After the FDA postponed the meeting with its vaccine advisers, Marks said it is important for the agency to stay alert to a rapid pandemic.
“What we are dealing with is taking the approach that we should very much take as a public health agency, which is constantly taking in the data that comes to us and adapting it to us,” Marks said. “So what we’re doing now is adapting to this, and yes, some of this was late, but that’s what our job is, it’s adapting to it.”
Dr. Paul Offit, director of the Vaccine Education Center at the Children’s Hospital of Philadelphia and a member of the FDA Vaccine Committee, said he’s glad things went this way.
If the committee had met on Tuesday and voted no, “it would have sent the message to the public that there is something wrong with this vaccine. And then [if] we will come back a few months later and vote yes, people may still be suspicious or less likely to take up the vaccine, “he said.
“My word to parents who have young children is that this is not a ‘no’; it is a ‘not yet’,” he added.
Dr. William Schaffner, professor in the Department of Infectious Diseases at Vanderbilt University Medical Center, said that with cases and hospitalizations going down across the country, there is a little more respite to look at the data and determine the right vaccine plan up front.

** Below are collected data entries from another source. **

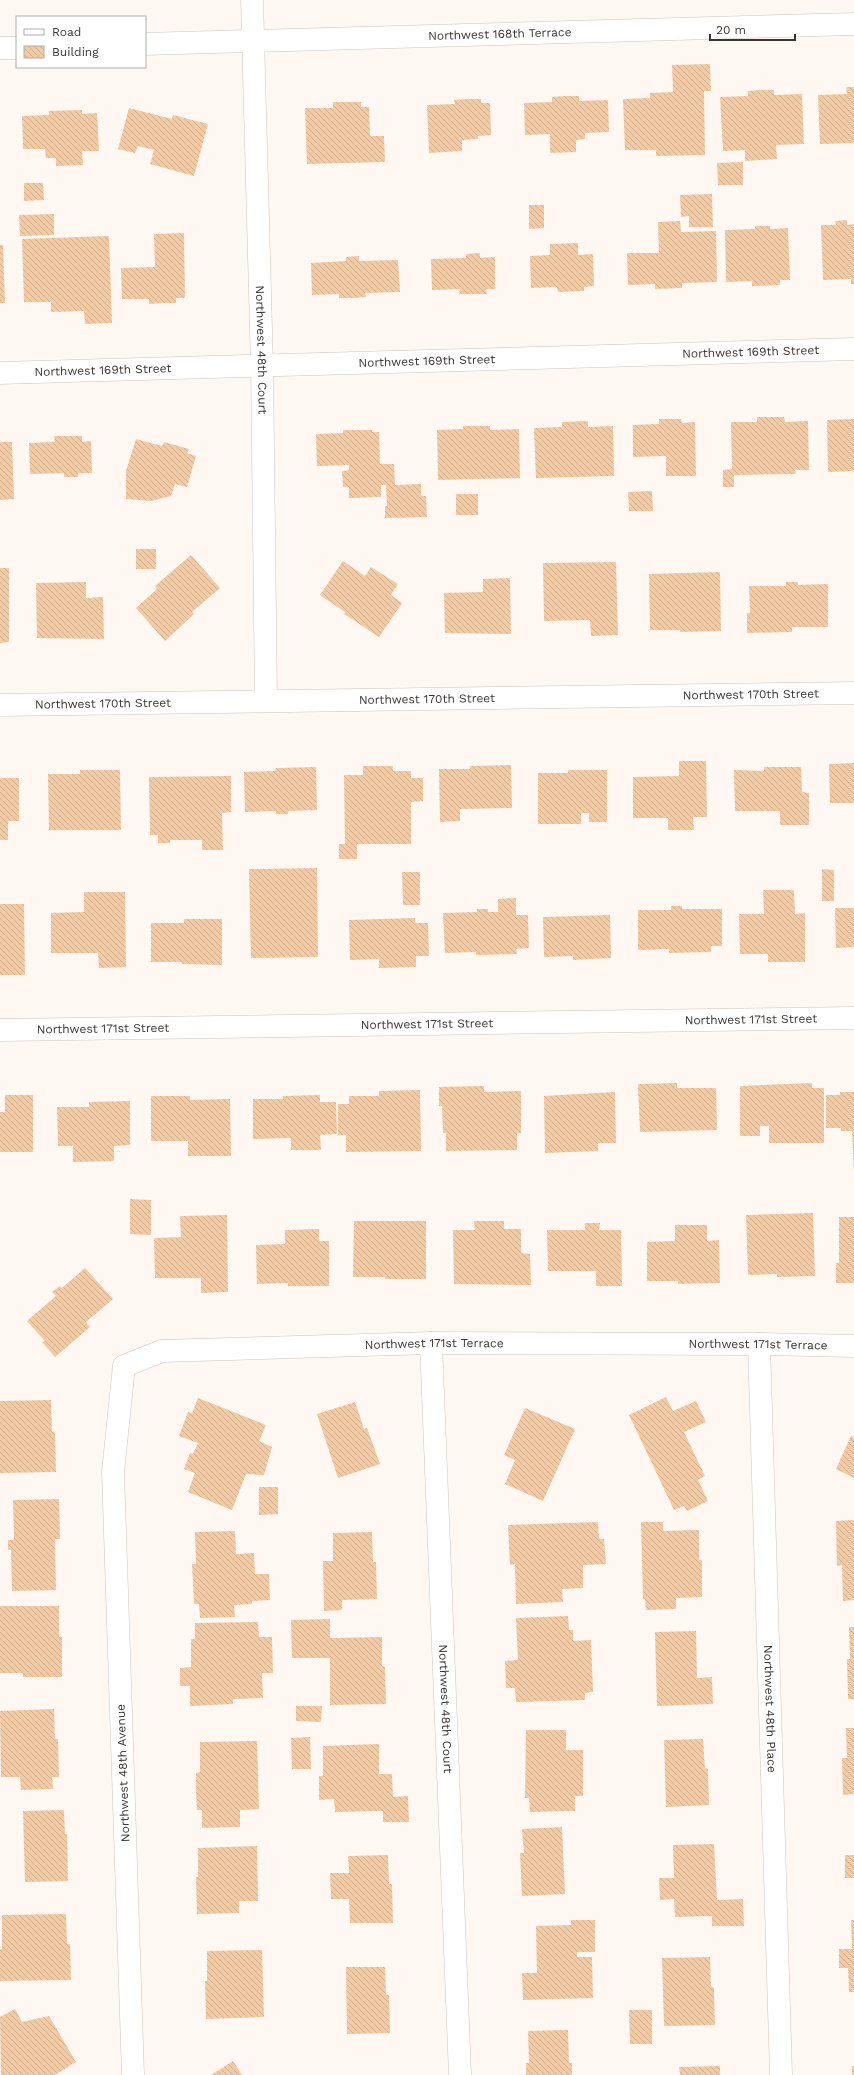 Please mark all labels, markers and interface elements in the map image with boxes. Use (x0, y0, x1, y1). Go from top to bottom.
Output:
legend (16, 16, 146, 68)
scale bar (710, 16, 795, 42)
text: 20 m (716, 23, 746, 37)
text: Road (52, 25, 81, 39)
street label: Northwest 168th Terrace (428, 25, 572, 43)
text: Building (52, 45, 99, 59)
street label: Northwest 48th Court (253, 285, 270, 414)
street label: Northwest 169th Street (682, 343, 819, 361)
street label: Northwest 169th Street (358, 352, 495, 370)
street label: Northwest 169th Street (34, 361, 172, 379)
street label: Northwest 170th Street (683, 686, 819, 702)
street label: Northwest 170th Street (359, 691, 495, 707)
street label: Northwest 170th Street (35, 696, 171, 712)
street label: Northwest 171st Street (685, 1012, 817, 1027)
street label: Northwest 171st Street (361, 1016, 493, 1032)
street label: Northwest 171st Street (37, 1021, 169, 1036)
street label: Northwest 171st Terrace (364, 1336, 504, 1352)
street label: Northwest 171st Terrace (689, 1337, 828, 1352)
street label: Northwest 48th Court (436, 1644, 455, 1773)
street label: Northwest 48th Place (761, 1645, 779, 1773)
street label: Northwest 48th Avenue (114, 1704, 132, 1842) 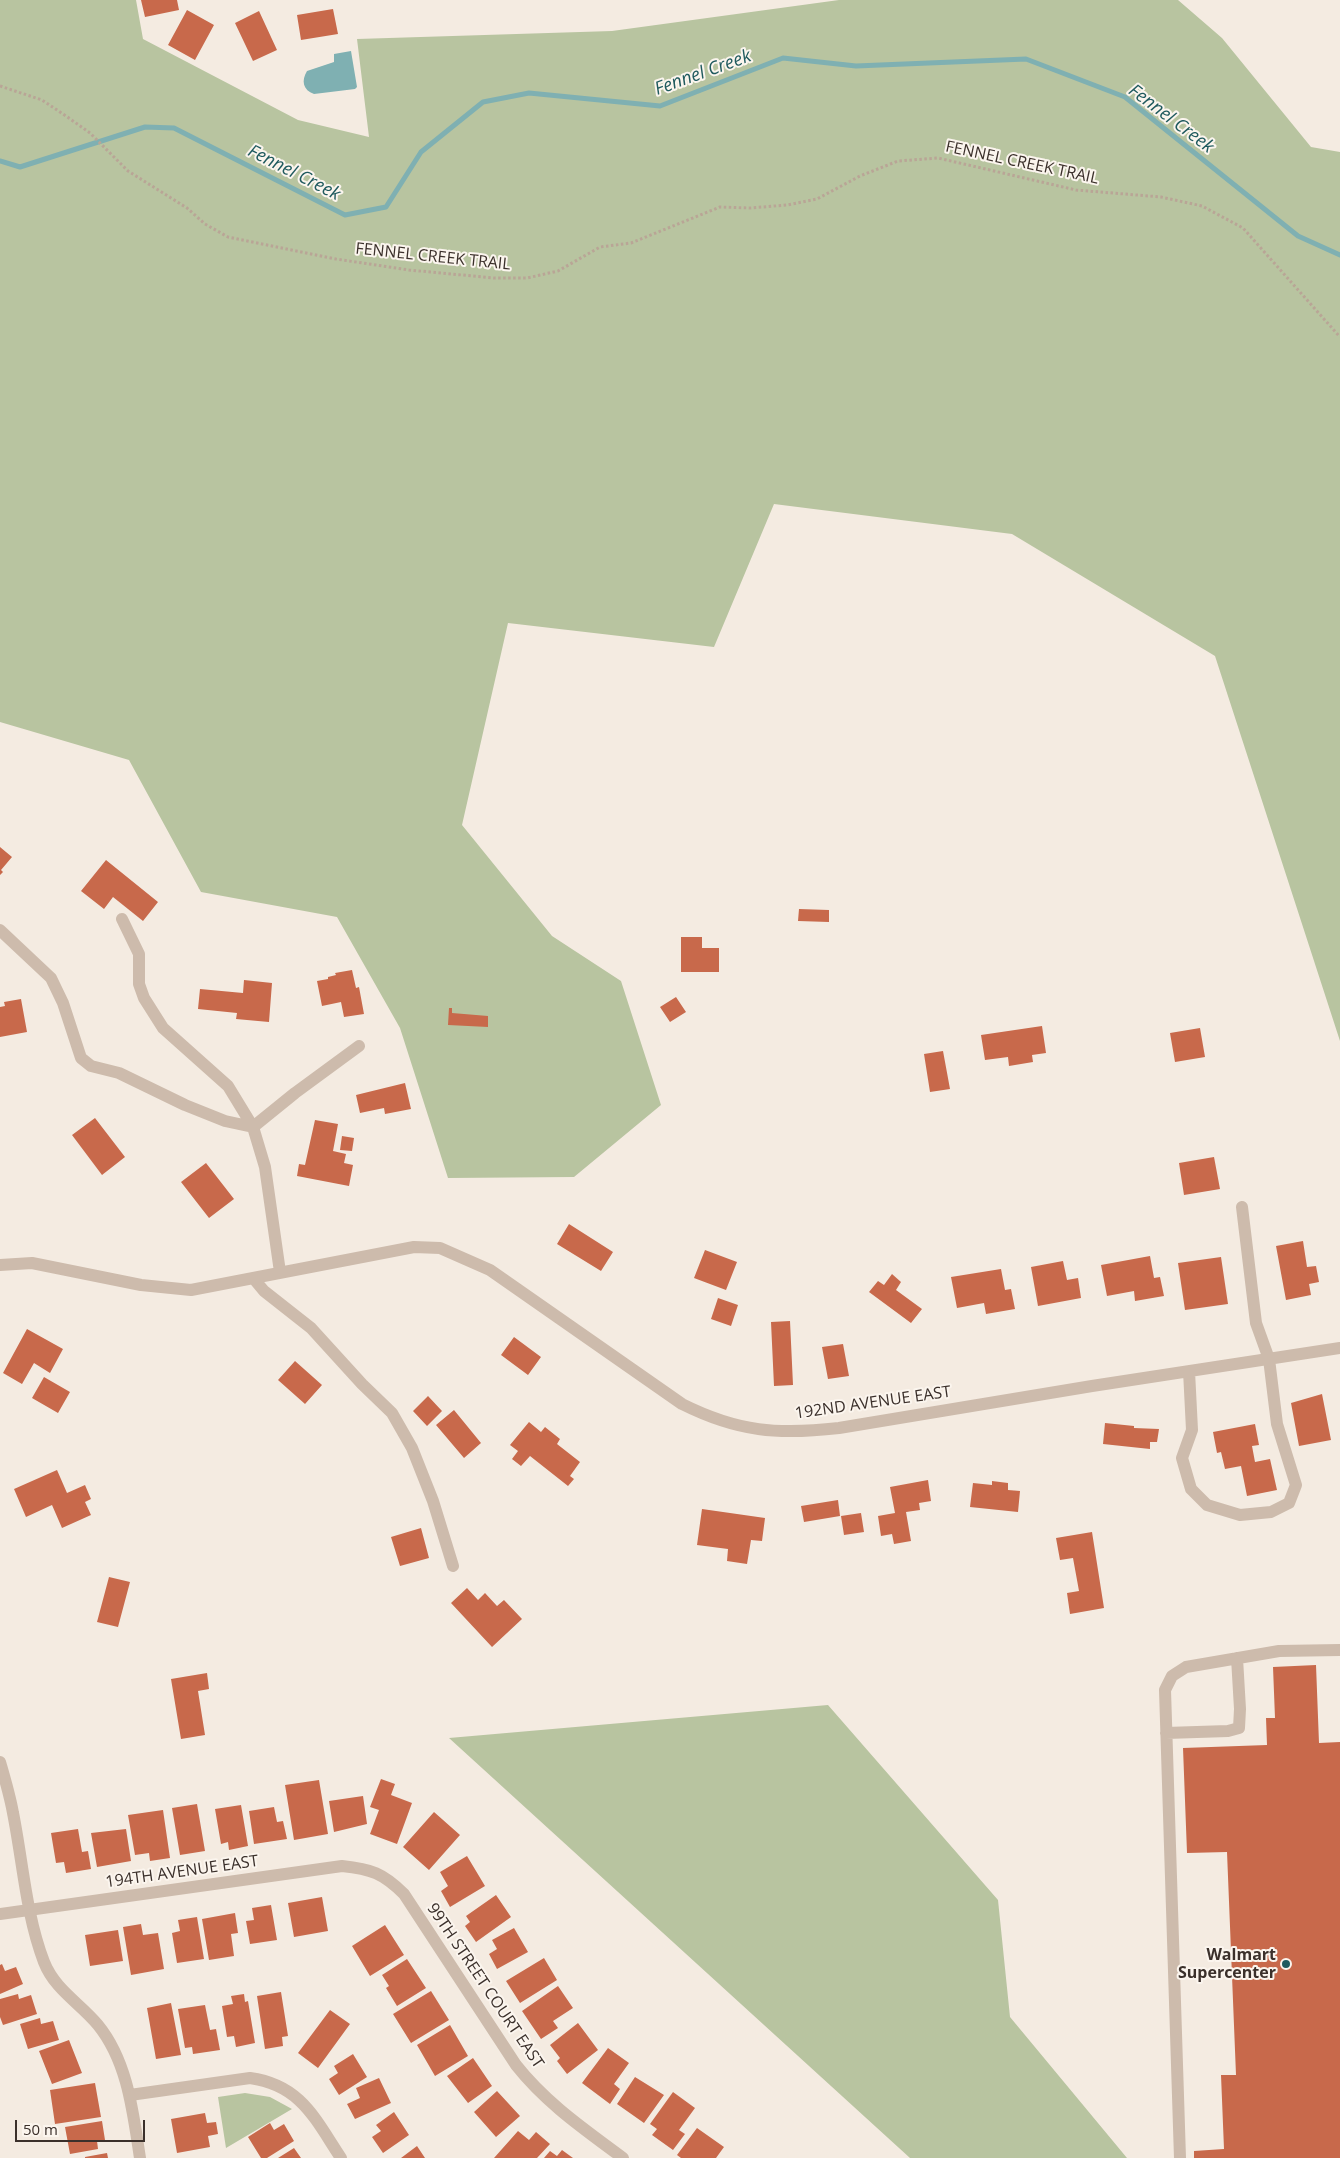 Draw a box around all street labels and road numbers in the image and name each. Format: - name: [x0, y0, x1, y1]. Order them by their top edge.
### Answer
- street label: FENNEL CREEK TRAIL: [944, 137, 1100, 189]
- street label: FENNEL CREEK TRAIL: [354, 239, 512, 275]
- street label: 192ND AVENUE EAST: [794, 1383, 952, 1423]
- street label: 194TH AVENUE EAST: [104, 1852, 260, 1892]
- street label: 99TH STREET COURT EAST: [423, 1900, 547, 2072] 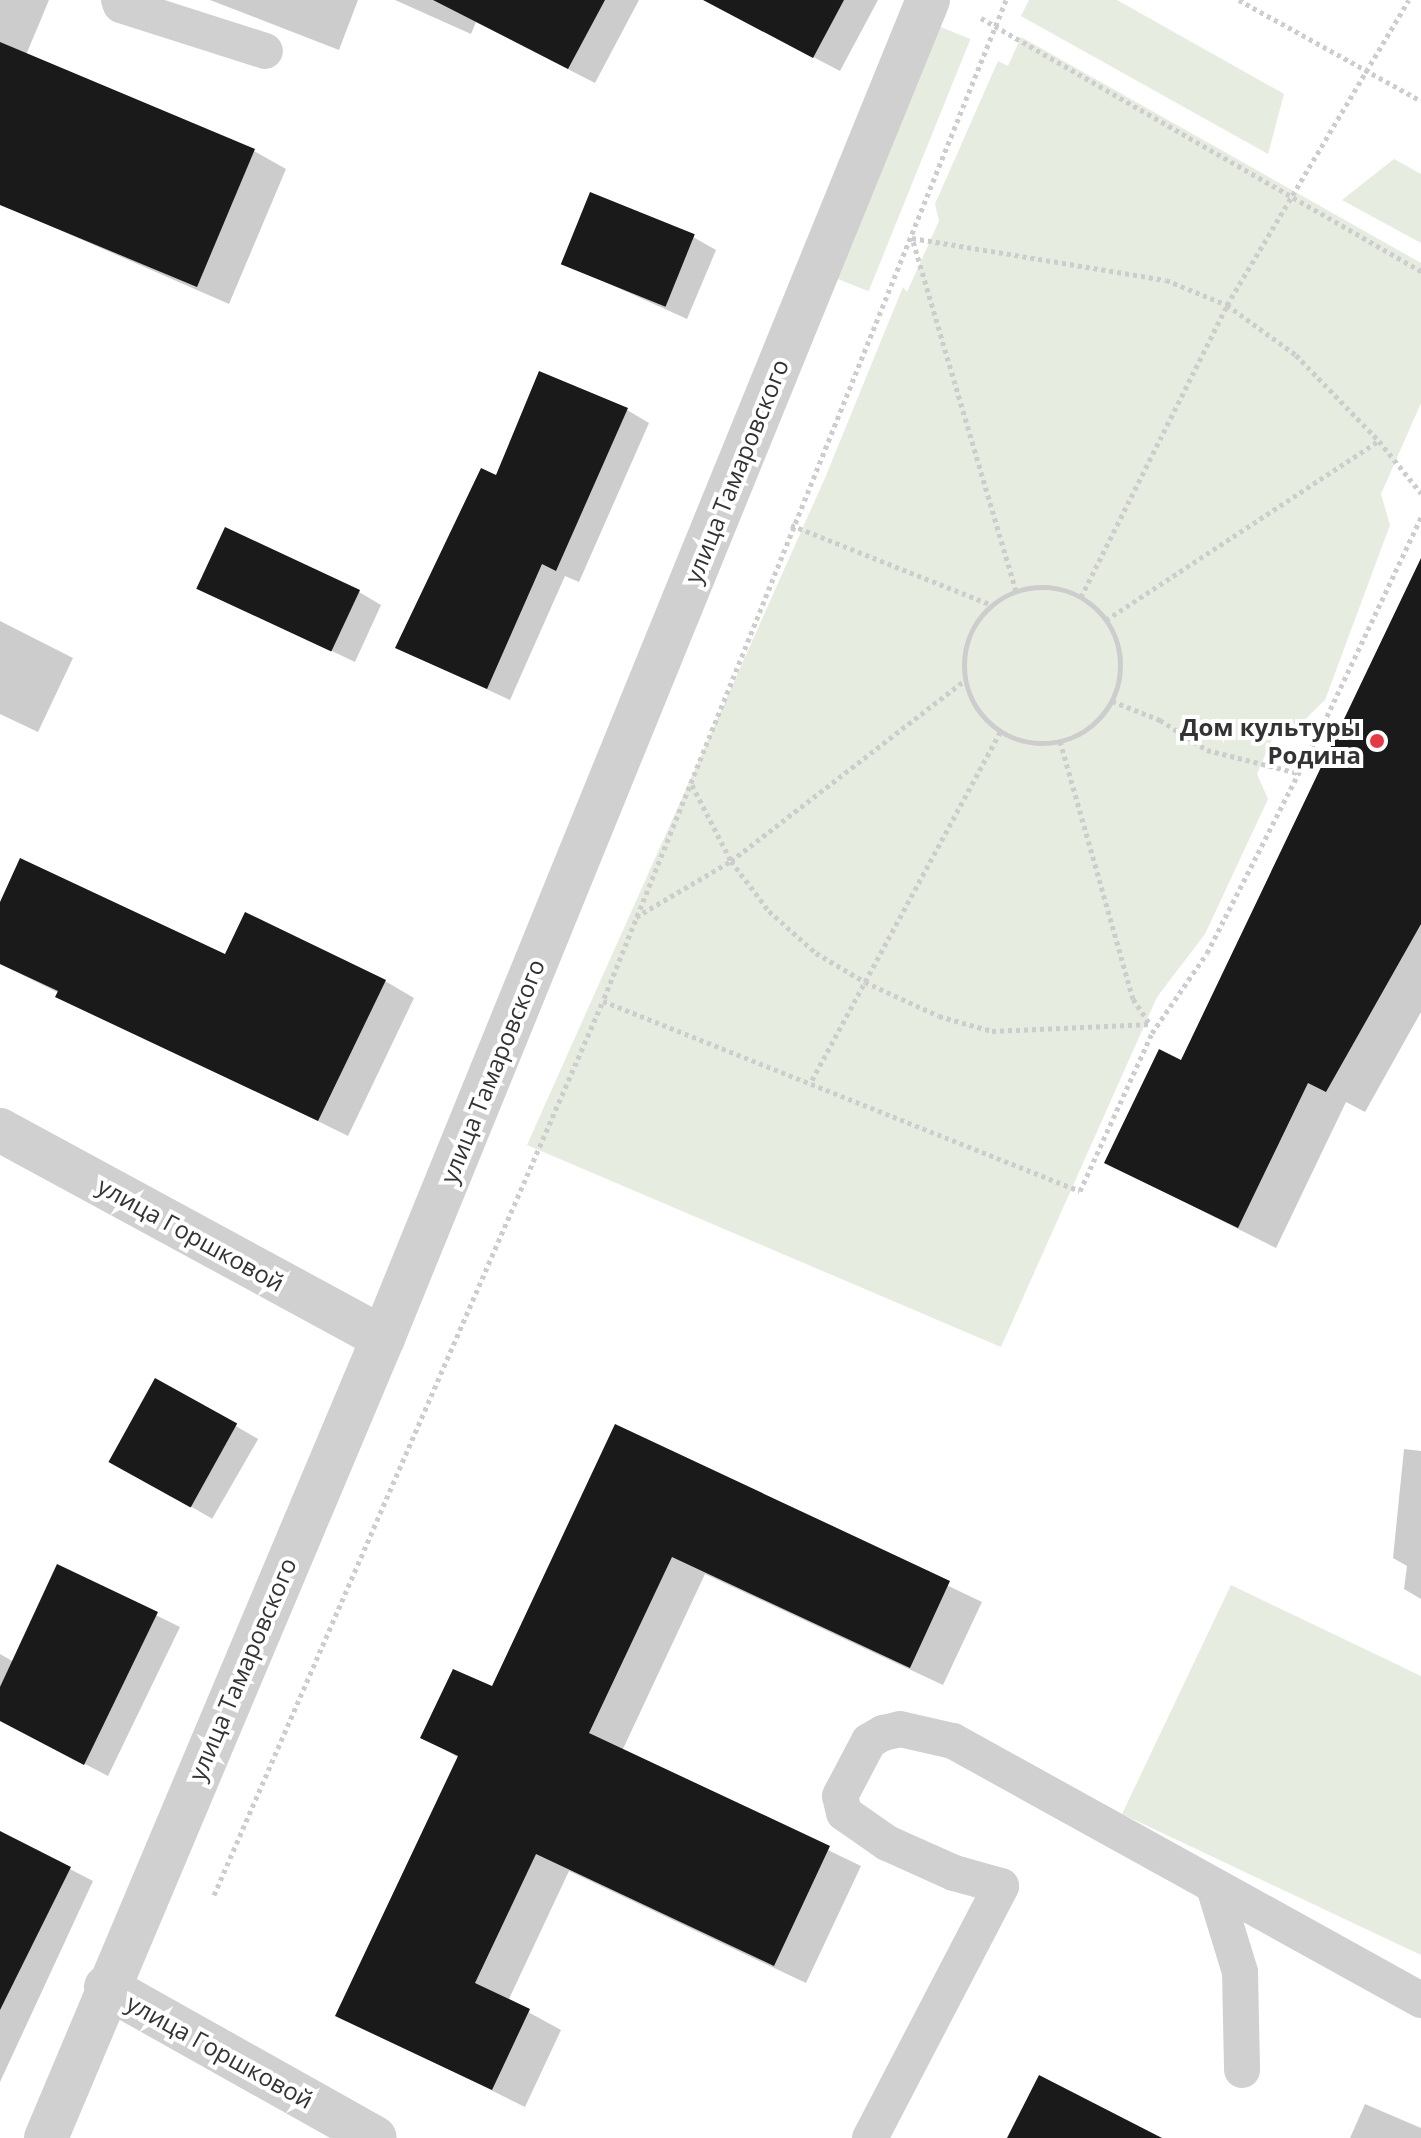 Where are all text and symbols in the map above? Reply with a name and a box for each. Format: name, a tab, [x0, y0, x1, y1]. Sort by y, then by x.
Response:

“Let’s take a step back and take a deep breath. When we recommend ‘we need to make vaccines for all children aged 6 months to 4 years’, we want to be able to communicate to parents exactly what to expect regarding efficacy and safety, “said Schaffner, a CDC vaccine consultant. “If it takes us a few more days to secure this data, analyze it, think about it and then present it, then let’s take a few more days, because we want to be able to do this in the best possible way. , we can.”
The FDA says it will move as fast as it can
Children have a lower risk of severe outbreaks of Covid-19 infection compared to older or immunocompromised adults. However, about 1% of children receiving Covid-19 will be hospitalized. Infections can also lead to long-term consequences in children, as they do in adults, increasing the risk of diabetes, autoimmune disease and a delayed response to infection called multisystem inflammatory syndrome, which requires hospital treatment.
Dr. Helen Talbot, an associate professor of medicine in the Department of Infectious Diseases at Vanderbilt, called the decision to postpone the meeting “heartbreaking.”
“I think that as a scientist they will have more data faster than they thought and that we will get to see and analyze and really get to dive into the data that is coming,” said Talbot, who is vaccine advisor to the CDC. “But I can imagine parents with kids under 5 being just so frustrated and they’s just so ready to get their kids vaccinated.”
Marks said he understands that parents are eager to get protection for their young children, and the agency is “absolutely committed to moving as fast as we can when we have a submission.”
“We take our responsibility to review these vaccines very seriously because we are parents too, and when we look at the data, I think parents can feel confident that we have set a standard that we feel that if something does not meet this standard., we can not move on. “
As the additional data is collected, it means that “parents will have to trust what they have come to do well, ie they use masking procedures, and they make sure they are vaccinated and take such precautions with their youngest children, “Marks said. “Obviously we will do our part to move as fast as we can once we have the data, but so far we will have to ask parents to help continue to do what they have done.”
CNN’s Carma Hassan contributed to this report.